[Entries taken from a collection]
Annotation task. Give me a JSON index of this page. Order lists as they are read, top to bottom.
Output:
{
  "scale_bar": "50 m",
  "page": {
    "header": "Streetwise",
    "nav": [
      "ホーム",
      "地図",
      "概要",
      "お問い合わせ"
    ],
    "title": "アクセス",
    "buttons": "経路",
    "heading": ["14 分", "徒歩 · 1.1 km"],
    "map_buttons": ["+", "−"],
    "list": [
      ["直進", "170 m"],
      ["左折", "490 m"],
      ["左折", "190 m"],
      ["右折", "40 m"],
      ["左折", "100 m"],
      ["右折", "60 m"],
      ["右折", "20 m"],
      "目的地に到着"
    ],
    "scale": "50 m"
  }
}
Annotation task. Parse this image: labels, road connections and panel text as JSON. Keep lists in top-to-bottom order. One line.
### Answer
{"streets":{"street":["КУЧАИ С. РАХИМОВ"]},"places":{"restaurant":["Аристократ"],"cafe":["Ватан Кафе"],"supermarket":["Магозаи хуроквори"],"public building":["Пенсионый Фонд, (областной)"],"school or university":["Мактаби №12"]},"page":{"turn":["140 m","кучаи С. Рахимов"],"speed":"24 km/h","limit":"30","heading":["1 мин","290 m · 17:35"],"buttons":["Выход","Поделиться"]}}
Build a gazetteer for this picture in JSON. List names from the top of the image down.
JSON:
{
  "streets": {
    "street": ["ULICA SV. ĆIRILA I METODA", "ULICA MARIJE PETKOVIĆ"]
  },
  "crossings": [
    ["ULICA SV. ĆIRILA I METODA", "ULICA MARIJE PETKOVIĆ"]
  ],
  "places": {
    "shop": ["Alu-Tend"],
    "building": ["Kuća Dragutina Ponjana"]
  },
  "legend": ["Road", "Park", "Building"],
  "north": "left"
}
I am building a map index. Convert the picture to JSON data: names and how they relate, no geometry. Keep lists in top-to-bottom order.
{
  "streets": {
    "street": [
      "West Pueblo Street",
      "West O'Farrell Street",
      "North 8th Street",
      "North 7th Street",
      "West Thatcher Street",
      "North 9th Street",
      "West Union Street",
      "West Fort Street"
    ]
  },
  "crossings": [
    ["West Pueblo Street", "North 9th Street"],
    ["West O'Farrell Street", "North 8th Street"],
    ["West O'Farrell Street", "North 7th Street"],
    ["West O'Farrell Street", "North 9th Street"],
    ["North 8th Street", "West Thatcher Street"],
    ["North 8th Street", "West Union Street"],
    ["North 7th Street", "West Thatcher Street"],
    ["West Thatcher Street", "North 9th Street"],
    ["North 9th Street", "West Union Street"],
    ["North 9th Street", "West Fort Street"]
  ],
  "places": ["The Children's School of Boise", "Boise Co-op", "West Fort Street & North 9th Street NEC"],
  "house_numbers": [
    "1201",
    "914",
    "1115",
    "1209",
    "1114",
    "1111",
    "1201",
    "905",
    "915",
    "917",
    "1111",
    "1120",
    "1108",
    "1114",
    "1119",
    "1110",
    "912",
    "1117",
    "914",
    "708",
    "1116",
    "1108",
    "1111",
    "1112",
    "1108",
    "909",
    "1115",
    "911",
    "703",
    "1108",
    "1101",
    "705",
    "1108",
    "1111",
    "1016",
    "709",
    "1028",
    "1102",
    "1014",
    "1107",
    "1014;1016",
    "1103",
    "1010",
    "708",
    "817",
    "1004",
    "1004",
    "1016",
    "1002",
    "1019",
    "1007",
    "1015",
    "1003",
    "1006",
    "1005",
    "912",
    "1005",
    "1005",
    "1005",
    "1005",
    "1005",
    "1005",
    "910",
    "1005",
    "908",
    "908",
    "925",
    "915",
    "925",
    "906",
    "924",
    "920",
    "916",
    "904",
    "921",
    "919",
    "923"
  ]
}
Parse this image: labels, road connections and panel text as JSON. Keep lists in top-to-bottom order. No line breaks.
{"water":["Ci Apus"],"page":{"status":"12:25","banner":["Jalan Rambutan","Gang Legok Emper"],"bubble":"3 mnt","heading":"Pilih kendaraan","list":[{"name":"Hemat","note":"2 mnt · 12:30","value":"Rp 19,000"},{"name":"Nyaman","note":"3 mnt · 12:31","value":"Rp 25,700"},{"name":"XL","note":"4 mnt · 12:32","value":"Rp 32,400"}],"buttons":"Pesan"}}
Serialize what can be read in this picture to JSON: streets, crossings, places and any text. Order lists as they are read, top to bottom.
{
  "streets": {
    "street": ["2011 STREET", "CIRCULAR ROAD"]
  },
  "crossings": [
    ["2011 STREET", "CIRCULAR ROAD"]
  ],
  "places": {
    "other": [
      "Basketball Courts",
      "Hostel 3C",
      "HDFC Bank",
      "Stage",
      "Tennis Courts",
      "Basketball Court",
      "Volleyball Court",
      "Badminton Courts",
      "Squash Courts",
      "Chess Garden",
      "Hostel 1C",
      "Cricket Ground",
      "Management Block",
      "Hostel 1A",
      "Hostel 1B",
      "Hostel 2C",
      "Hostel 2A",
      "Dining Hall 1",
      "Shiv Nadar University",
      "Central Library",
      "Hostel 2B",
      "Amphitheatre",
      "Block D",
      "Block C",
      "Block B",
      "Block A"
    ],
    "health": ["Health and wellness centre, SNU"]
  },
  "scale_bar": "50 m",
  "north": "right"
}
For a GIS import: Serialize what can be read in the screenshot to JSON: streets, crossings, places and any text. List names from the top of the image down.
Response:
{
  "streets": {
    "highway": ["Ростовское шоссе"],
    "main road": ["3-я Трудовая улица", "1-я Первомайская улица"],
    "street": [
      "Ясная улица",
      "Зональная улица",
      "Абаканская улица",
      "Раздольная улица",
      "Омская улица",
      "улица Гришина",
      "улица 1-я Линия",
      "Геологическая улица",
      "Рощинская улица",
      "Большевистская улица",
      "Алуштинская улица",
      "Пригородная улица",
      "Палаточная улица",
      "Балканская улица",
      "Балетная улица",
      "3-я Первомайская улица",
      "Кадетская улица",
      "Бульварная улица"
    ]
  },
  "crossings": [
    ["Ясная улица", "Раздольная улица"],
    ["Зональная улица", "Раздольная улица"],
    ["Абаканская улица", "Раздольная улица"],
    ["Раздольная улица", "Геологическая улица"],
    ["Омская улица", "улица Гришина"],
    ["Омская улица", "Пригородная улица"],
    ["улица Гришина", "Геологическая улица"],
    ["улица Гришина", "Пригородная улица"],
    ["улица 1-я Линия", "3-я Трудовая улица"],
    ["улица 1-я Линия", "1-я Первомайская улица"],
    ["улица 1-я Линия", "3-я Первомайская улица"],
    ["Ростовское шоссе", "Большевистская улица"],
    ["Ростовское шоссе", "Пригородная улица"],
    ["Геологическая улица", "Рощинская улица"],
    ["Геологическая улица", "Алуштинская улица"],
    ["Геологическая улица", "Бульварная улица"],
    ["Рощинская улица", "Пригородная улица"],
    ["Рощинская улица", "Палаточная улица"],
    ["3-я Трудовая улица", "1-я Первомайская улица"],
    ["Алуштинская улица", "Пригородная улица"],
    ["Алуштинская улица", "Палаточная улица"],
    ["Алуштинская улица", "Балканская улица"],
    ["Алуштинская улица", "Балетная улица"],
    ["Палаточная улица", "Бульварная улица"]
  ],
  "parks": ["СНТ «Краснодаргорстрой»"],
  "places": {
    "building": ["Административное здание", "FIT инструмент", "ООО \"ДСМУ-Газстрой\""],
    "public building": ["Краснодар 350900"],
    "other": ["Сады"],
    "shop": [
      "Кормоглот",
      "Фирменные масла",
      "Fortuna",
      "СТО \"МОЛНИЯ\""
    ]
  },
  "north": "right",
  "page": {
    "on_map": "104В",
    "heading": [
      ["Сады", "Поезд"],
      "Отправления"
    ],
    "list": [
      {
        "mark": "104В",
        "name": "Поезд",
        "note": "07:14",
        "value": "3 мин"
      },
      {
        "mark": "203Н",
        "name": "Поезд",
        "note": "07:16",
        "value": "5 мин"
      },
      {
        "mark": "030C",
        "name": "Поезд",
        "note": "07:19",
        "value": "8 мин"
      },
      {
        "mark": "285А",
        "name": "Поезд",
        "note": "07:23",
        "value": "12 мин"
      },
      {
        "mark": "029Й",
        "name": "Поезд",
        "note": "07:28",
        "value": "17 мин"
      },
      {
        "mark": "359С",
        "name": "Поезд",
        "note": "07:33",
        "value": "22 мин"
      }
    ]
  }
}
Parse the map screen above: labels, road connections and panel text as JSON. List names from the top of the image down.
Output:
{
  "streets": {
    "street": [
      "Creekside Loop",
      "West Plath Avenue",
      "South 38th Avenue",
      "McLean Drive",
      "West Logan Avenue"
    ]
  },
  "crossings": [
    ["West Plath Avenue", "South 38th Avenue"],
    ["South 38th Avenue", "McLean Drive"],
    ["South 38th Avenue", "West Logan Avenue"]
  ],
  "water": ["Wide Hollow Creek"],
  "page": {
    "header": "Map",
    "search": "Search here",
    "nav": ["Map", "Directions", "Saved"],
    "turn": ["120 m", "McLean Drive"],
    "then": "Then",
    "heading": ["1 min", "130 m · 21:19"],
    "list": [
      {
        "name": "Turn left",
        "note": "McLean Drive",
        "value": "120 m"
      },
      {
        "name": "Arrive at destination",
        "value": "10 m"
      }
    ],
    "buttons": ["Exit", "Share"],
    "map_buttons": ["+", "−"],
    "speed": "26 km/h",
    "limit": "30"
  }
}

(Work to complete)
Please restate, word for word, the lines of the entries that run from the first line through the one holding "Annotation task. Parse", and add nothing.

(Written answer)
Annotation task. Give me a JSON index of this page. Order lists as they are read, top to bottom.
Output:
{
  "scale_bar": "50 m",
  "page": {
    "header": "Streetwise",
    "nav": [
      "ホーム",
      "地図",
      "概要",
      "お問い合わせ"
    ],
    "title": "アクセス",
    "buttons": "経路",
    "heading": ["14 分", "徒歩 · 1.1 km"],
    "map_buttons": ["+", "−"],
    "list": [
      ["直進", "170 m"],
      ["左折", "490 m"],
      ["左折", "190 m"],
      ["右折", "40 m"],
      ["左折", "100 m"],
      ["右折", "60 m"],
      ["右折", "20 m"],
      "目的地に到着"
    ],
    "scale": "50 m"
  }
}
Annotation task. Parse this image: labels, road connections and panel text as JSON. Keep lists in top-to-bottom order. One line.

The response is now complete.